I walked around slowly in the dim light, from room to room until I walked in on a small white tiled room to see Keith staring at the thing that had been making the noise. It was a small white baby seal in the far corner of the tiled room, trying to hide in the dim light; waving his flipper towards his mouth.

‘Ah, poor little thing. Just look at him. he’s so cute’. I whispered.

‘And not well either’. said Keith. ‘Just look at him. He’s got brown sauce coming out of his mouth’.

‘That’s not brown sauce. It’s gunk’. I added. ‘He’s not well, the poor thing’. He’s trying to get one of us to clean his mouth. That’s why he was waving his flipper’.

‘What is it’? Keith asked.

‘I don’t know, but we’ll have to look after him as there is nobody here to do that’. I told Keith.

‘We can’t’. Keith said in a resigned tone of voice that implied that we were going to take him home to be with the other animals in the ‘End of The World Garage’.

‘We can, we will and we are’. I ordered.

‘Ok’. said Keith, knowing full well that he was loosing the battle and had to give in yet again.

‘Do you want to go home with us’? I asked the baby seal as if he could understand me.

‘oo-oo’. came the response.

Keith and I were amazed at that response, but it was such a natural response and a welcome one to us and the baby seal.

‘Ok then,let’s go home then bonny boy’.

We picked up the little fluffy bundle of seal joy and headed back home on the suddenly now fully working bus.

I’ve been naughty

December 2nd, 2008 by admin

With alarming consistency, I woke up at the same time as I had done a few weeks earlier with the Cephalumpus Buy Day. (A bit like a birth day but the day you buy your pet)

‘I’ve been naughty’. I whispered.

‘What’? said Keith with a resigned tone of voice as if he was thinking Oh God, what now?

‘I’ve rescued The Donkey’. I said in a Why on earth doesn’t he understand me’ kind of way.

‘What donkey and where from’? Keith responded.

‘From the church tower the Spanish were going to throw it from’.

‘Pardon’? Keith said. (He is good at short questions)

‘They were going to throw it from a church tower dressed in a jellyfish costume during the festival and I just HAD to save it, the poor thing’. I offered as a way of a sane answer.

‘What’ said Keith (Here we go again he must have thought?)

‘They were teasing it and were going to sacrifice it’.

‘Why?

‘Because the Spanish are strange like that’.

‘The Spanish are strange’? said Keith.

‘Yes!. Just look what they do to potatoes’? I offered.

‘What on earth do they do to potatoes’?

‘They do Patatas Bravas’. I answered.

An incredulous silence hung over Keith.

‘Yes, they take the ordinary potato and make it interesting instead of just bland jacket potatoes or chips’.

‘Hm, I see’?  Said Keith, not really seeing at all. (Nor me for that matter)

‘And pray tell, where are we going to keep him’? said Keith.

‘Oh we can keep him safe in the garage’.

‘The garage’?

‘Yes.
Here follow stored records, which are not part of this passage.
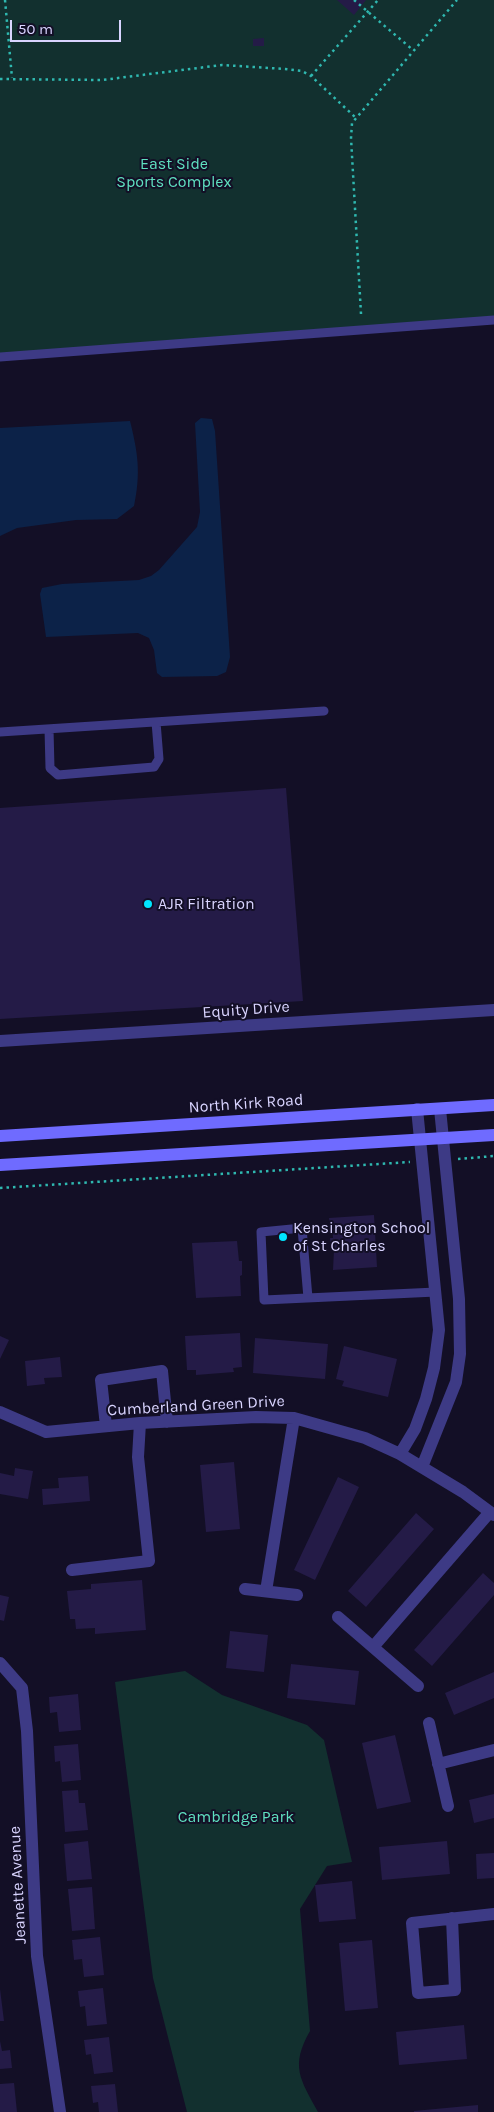 <!DOCTYPE html>
<style>
body{margin:0}
#map{position:relative;width:494px;height:2112px;overflow:hidden;background:#130f26;font-family:Karla,sans-serif}
canvas{display:block}
.scale{position:absolute;left:10px;top:20px;width:111px;height:22px;box-sizing:border-box;border:2px solid #d9d4ff;border-top:0;padding-left:6px;font-size:15px;line-height:18px;white-space:nowrap;color:#d9d4ff;-webkit-text-stroke:4px #130f26;paint-order:stroke}
</style>
<div id="map">
<canvas width="494" height="2112"></canvas>
<div class="scale">50 m</div>
</div>
<script>
const ctx = document.querySelector('canvas').getContext('2d');
ctx.lineJoin = 'round';
function fill(path, color) { ctx.fillStyle = color; ctx.fill(path, 'evenodd'); }
function strokePath(path, color, width, dash) { ctx.strokeStyle = color; ctx.lineWidth = width; ctx.lineCap = dash ? 'butt' : 'round'; ctx.setLineDash(dash || []); ctx.stroke(path); }
function label(font, color, halo, rows, align = 'center') {
  ctx.font = font + ' Karla,sans-serif'; ctx.lineWidth = 4; ctx.setLineDash([]); ctx.textBaseline = 'middle'; ctx.strokeStyle = halo; ctx.fillStyle = color; for (const [text, x, y, turn = 0] of rows) {
    ctx.save(); ctx.translate(x, y); ctx.rotate((+turn || 0) * Math.PI / 180); ctx.textAlign = isNaN(turn) ? turn : align; if (halo) ctx.strokeText(text, 0, 0); ctx.fillText(text, 0, 0); ctx.restore();
  }
}
fill(new Path2D(`
 M0,0h494v322l-494,38z
 M185,1671l37,24 85,30 17,15 28,122 -25,4 -27,43 10,122c-20,35 -10,48 8,81h-131l-34,-134 -38,-296z`), '#12302f');
fill(new Path2D(`
 M201,418l11,1 3,12 15,226 -4,15 -9,4 -55,1 -5,-4 -3,-23 -5,-12 -11,-5 -92,4 -6,-43 2,-6 20,-4 77,-4 12,-4 8,-6 38,-43 3,-15 -5,-89z
 M130,421c8,32 11,52 4,85l-17,13 -41,1 -59,8 -17,8v-108z`), '#0c2248');
fill(new Path2D(`
 M337,0h29l-12,15z
 M264,38v8h-11v-7z
 M286,788l17,213 -303,18v-211z
 M374,1215l3,52 -44,3 1,-20h-3l-1,-12h3l-1,-12 -2,-1 -1,-7z
 M237,1241l2,20h3v14l-2,1 1,20 -45,2 -4,-55z
 M240,1333l2,34 -9,1 1,4 -38,3v-5h-9l-2,-34z
 M0,1336l9,4 -9,19z
 M255,1338l73,6 -3,35 -72,-6z
 M344,1346l53,13 -9,38 -46,-11 2,-5 -8,-2z
 M60,1357l2,20 -18,1 1,6 -18,2 -2,-25z
 M234,1462l6,67 -34,3 -6,-67z
 M15,1468l18,3 -5,28 -28,-5v-21l14,3z
 M88,1476l2,25 -47,4 -1,-16 17,-1 -1,-10z
 M338,1477l21,10 -44,93 -21,-10z
 M416,1513l18,16 -68,78 -18,-16z
 M483,1573l11,10v12l-62,71 -18,-16z
 M142,1580l4,50 -51,4v-6l-19,1 -1,-10h-5l-3,-28 24,-2v-5z
 M0,1595l9,2 -5,24 -4,-1z
 M230,1631l38,4 -4,37 -38,-4z
 M291,1664l68,7 -4,34 -68,-7z
 M494,1672v26l-40,17 -9,-22z
 M78,1694l3,36 -22,2 -2,-20 -7,1 -1,-16z
 M395,1735l16,67 -34,7 -15,-66z
 M78,1744l3,36 -19,2 -2,-21 -5,1 -1,-16z
 M78,1790l1,13h6l3,27 -23,2 -3,-41z
 M494,1794v24l-20,5 -5,-23z
 M88,1841l4,38 -25,2 -3,-37z
 M447,1841l3,33 -68,6 -3,-33z
 M494,1853v25l-17,1 -1,-25z
 M352,1881l4,38 -37,3 -4,-37z
 M92,1887l3,42 -23,2 -4,-42z
 M100,1937l4,38 -20,2 -2,-18 -8,1 -2,-20z
 M372,1940l6,68 -33,3 -6,-68z
 M103,1988l4,36 -20,2 -2,-20 -5,1 -2,-16z
 M0,1989l4,32h-4z
 M464,2025l3,34 -68,6 -3,-33z
 M109,2037l4,35 -19,2 -3,-20 -5,1 -2,-15z
 M0,2041l2,10 8,-1 2,18 -12,1z
 M14,2083l3,29h-17v-28z
 M115,2084l3,28h-19l-1,-10 -5,1 -2,-17z
 M478,2105v7h-64v-1z`), '#241b47');
strokePath(new Path2D(`
 M5,0l7,78
 M354,0l59,50
 M311,76l67,-76
 M0,79l102,1 120,-15 63,4 17,2 9,5 44,41
 M361,314l-10,-176 1,-15 105,-123
 M458,1159l36,-3
 M0,1188l410,-26`), '#2fb8b0', 2.5, [2.5, 4]);
strokePath(new Path2D(`
 M0,357l494,-37
 M49,729l1,39 8,7 96,-8 5,-8 -3,-37
 M0,732l324,-21
 M308,1298l-6,-70 -41,4 3,68 172,-8`), '#3d3a85', 9);
strokePath(new Path2D(`
 M0,1041l494,-31
 M0,1412l46,20 94,-9 116,-6 38,1 71,20 35,16 63,38 31,23
 M106,1426l-5,-46 61,-9 5,51
 M400,1454l15,-25 11,-30 8,-31 5,-38 -22,-221
 M422,1467l34,-85 4,-28 -1,-55 -19,-190
 M72,1570l77,-9 -11,-104 2,-34
 M245,1589l52,6
 M266,1591l28,-173
 M338,1617l80,69
 M373,1647l117,-135
 M0,1663l22,25 5,43 10,225 23,156
 M429,1723l19,83
 M438,1764l56,-14
 M452,1918l3,72 -37,3 -6,-70 82,-9`), '#3d3a85', 12);
strokePath(new Path2D(`
 M0,1136l494,-31
 M0,1165l494,-30`), '#6f6bff', 12);
for (const [x, y, r, color] of [
 [148,904,5,"#00e5ff"],
 [283,1237,5,"#00e5ff"]
]) { const dot = new Path2D(); dot.arc(x, y, r, 0, 2 * Math.PI); ctx.fillStyle = color; ctx.fill(dot); strokePath(dot, '#130f26', 2); }
label('16px', '#5fe0c0', '#130f26', [
 ["East Side",174,164],
 ["Sports Complex",174,182],
 ["Cambridge Park",236,1817]
]);
label('16px', '#d9d4ff', '#130f26', [
 ["AJR Filtration",158,904],
 ["Kensington School",293,1228],
 ["of St Charles",293,1246]
], 'left');
label('16px', '#d9d4ff', '#130f26', [
 ["Equity Drive",246,1010,-4],
 ["North Kirk Road",246,1104,-4],
 ["Cumberland Green Drive",196,1406,-3],
 ["Jeanette Avenue",18,1885,-93]
]);
</script>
He’ll be safe from the Spanish and the end of the world too’! I emphatically replied.

‘The end of the world?

‘YES. The end of the world, and he’ll be safe and we can put the Cephalumpus in there too when it comes; and I’ll need to get one of those little tube heaters to take the chill off the air so that they are warm’.
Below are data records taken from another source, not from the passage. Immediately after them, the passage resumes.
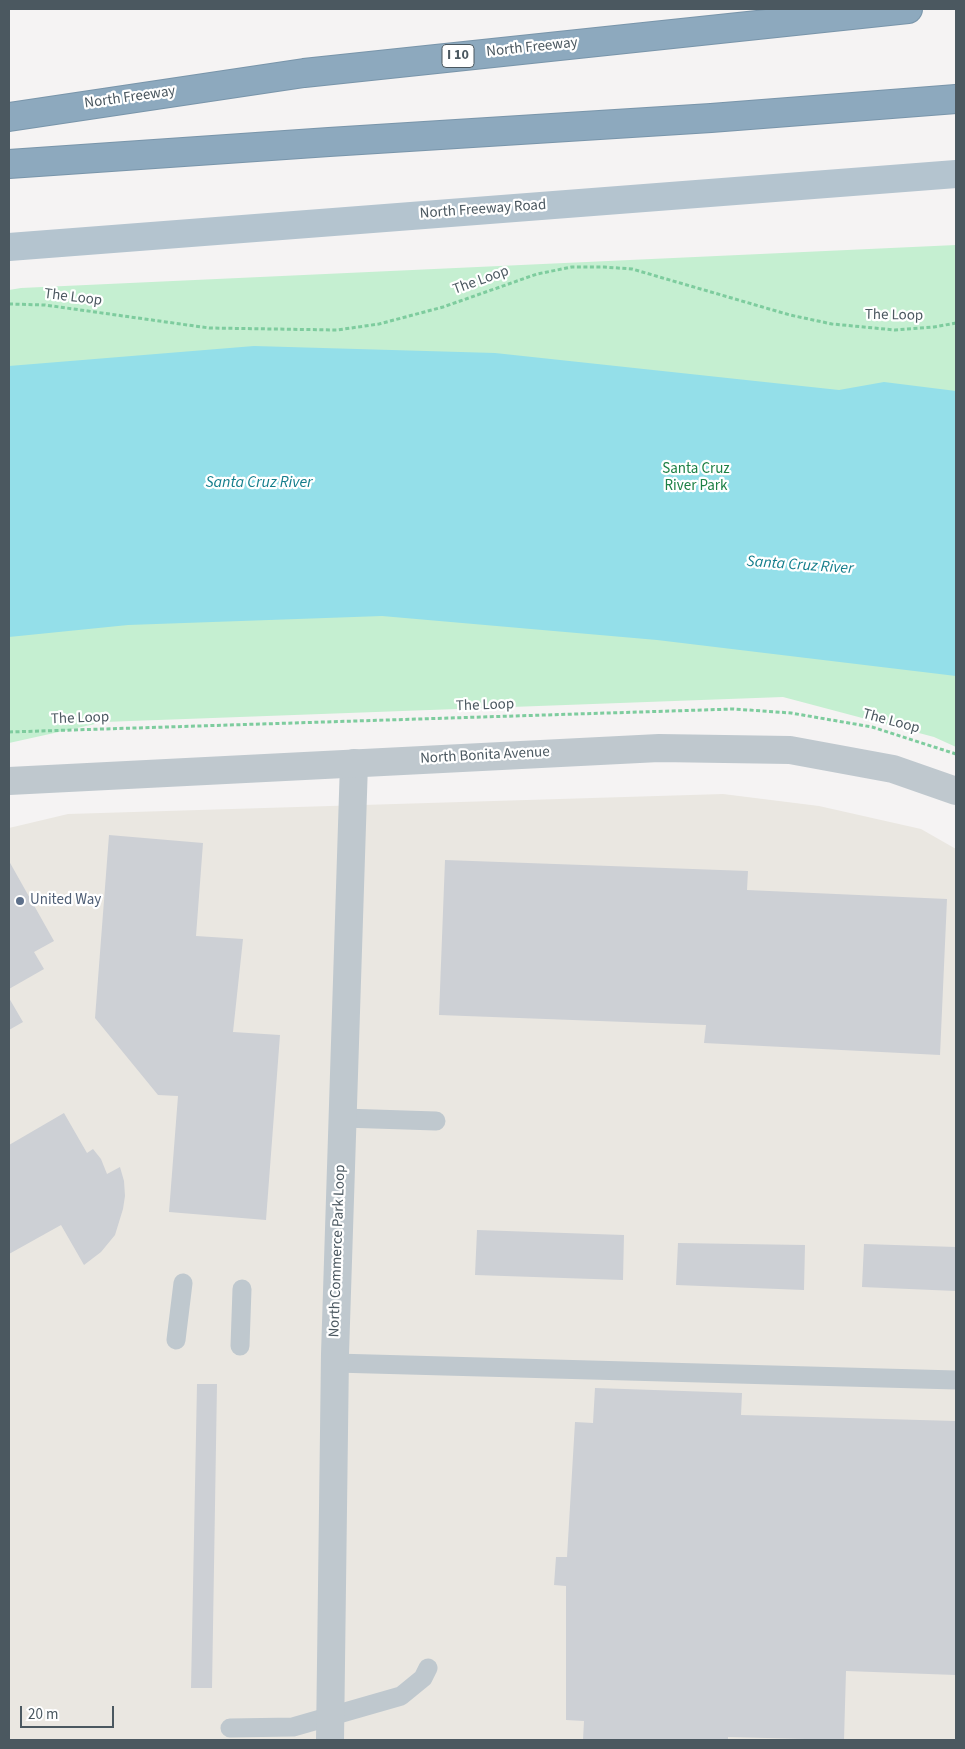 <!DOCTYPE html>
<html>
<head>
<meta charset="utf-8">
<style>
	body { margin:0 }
	#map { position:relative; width:965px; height:1749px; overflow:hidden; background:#f5f3f3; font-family:"Source Sans 3",sans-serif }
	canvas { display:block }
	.frame { position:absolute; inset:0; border:10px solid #4b5860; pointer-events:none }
	.scale { position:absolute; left:20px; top:1706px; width:94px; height:22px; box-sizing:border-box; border:2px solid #4b5860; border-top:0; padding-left:6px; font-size:15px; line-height:18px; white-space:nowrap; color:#4b5860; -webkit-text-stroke:4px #fff; paint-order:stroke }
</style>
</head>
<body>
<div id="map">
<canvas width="965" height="1749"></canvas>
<div class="frame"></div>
<div class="scale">20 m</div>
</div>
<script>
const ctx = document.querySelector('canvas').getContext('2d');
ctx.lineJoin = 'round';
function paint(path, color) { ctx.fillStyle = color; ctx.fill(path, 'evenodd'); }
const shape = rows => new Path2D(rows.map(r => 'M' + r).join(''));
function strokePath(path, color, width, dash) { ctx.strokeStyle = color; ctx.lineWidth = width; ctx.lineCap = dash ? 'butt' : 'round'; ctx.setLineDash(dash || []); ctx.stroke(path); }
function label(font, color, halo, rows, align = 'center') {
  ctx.font = font + ' "Source Sans 3",sans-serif'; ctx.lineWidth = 4.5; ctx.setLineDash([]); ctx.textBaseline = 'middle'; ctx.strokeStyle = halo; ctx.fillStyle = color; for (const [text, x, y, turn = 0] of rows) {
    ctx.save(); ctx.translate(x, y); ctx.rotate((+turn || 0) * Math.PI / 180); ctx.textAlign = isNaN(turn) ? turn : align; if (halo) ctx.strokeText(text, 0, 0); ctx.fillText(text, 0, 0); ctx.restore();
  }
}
paint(shape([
	[723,794,819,806,921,829,956,849,956,1740,9,1740,9,828,68,814]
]), '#eae7e1');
paint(shape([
	[956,245,956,747,934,737,783,697,104,722,9,743,9,290,21,288]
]), '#c5efd1');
paint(shape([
	[254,346,495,353,839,390,884,382,956,391,956,676,657,640,382,616,128,625,9,637,9,366]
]), '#94dfe9');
paint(shape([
	[109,835,203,843,196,936,243,939,233,1032,280,1035,266,1220,169,1212,178,1096,158,1095,95,1018],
	[445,860,748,871,747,890,947,899,940,1055,704,1043,706,1025,439,1015],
	[9,861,54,941,34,952,44,969,9,989],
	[9,998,23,1022,9,1030],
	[64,1113,87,1153,93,1149,101,1159,107,1174,120,1167,124,1181,125,1196,123,1209,115,1235,101,1252,84,1265,61,1225,9,1254,9,1145],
	[477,1230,624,1235,623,1280,475,1275],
	[678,1243,805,1245,804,1290,676,1285],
	[864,1244,956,1247,956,1291,862,1287],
	[197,1384,217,1384,212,1688,191,1688],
	[595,1388,742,1393,741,1415,956,1421,956,1675,846,1671,844,1740,728,1737,728,1740,583,1740,584,1721,566,1720,566,1586,554,1585,556,1557,567,1557,575,1422,593,1423]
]), '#cdd0d5');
const motorway = shape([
	[9,117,304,73,908,9],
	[9,164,329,142,711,118,956,99]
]);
strokePath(motorway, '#7995aa', 30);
strokePath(shape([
	[9,304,45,305,209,328,337,330,379,324,443,307,537,274,572,267,604,267,632,269,790,315,832,324,895,330,934,327,956,323],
	[9,732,734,709,791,713,872,727,956,754]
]), '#7ecc9e', 3, [4, 2.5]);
strokePath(shape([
	[343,1118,436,1121],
	[176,1340,183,1283],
	[240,1346,242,1289],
	[335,1363,956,1380],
	[230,1728,293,1727,401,1696,423,1678,428,1668]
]), '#bfc8ce', 19);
strokePath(shape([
	[330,1740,335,1354,354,763]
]), '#bfc8ce', 28);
strokePath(shape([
	[9,781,659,748,790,750,893,769,956,791]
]), '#bfc8ce', 28);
strokePath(shape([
	[9,247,956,174]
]), '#b4c4cf', 28);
strokePath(motorway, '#8da9be', 28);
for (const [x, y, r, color] of [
	[20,901,5,"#5c6f8a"]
]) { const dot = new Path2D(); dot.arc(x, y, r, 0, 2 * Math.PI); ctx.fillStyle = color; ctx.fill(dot); strokePath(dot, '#fff', 2); }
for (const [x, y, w] of [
	[458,56,32]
]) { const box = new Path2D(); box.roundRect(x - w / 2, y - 11.5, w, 23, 4); ctx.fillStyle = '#fff'; ctx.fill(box); strokePath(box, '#4b5860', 1); }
label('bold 14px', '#4b5860', null, [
	["I 10",458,56]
]);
label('15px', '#4b5860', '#fff', [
	["North Freeway",532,48,-6],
	["North Freeway",130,98,-8],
	["North Freeway Road",483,210,-4],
	["The Loop",481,281,-20],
	["The Loop",73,298,7],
	["The Loop",894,316,1],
	["The Loop",485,706,-2],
	["The Loop",80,719,-2],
	["The Loop",891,722,15],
	["North Bonita Avenue",485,756,-3],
	["North Commerce Park Loop",338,1251,-88]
]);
label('15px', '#1d8045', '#fff', [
	["Santa Cruz",696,470],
	["River Park",696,487]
]);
label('15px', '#4e5e75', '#fff', [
	["United Way",30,901]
], 'left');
label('italic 16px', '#137d8b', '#fff', [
	["Santa Cruz River",259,483],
	["Santa Cruz River",800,566,4]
]);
</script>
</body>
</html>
‘Of course. It all makes sense’. Keith said in a sarcastic and quizical sort of a way.

‘He’ll be no trouble at all and he can be a good friend to the Cephalumpus and we could hire him out to shoppers to carry their shopping home in an ecologically friendly way instead of them using their cars’. (I do tend to talk a lot and fast and not breathe in between very very long sentences because I get so excited and carried away with myself)

‘OK. I’ll go get more food, though it’s going to have to be different from the Cephalumpus’s tidbits and morsels we feed him’.

‘Ok sweetheart’. I said very very happily and promptly feel back to sleep.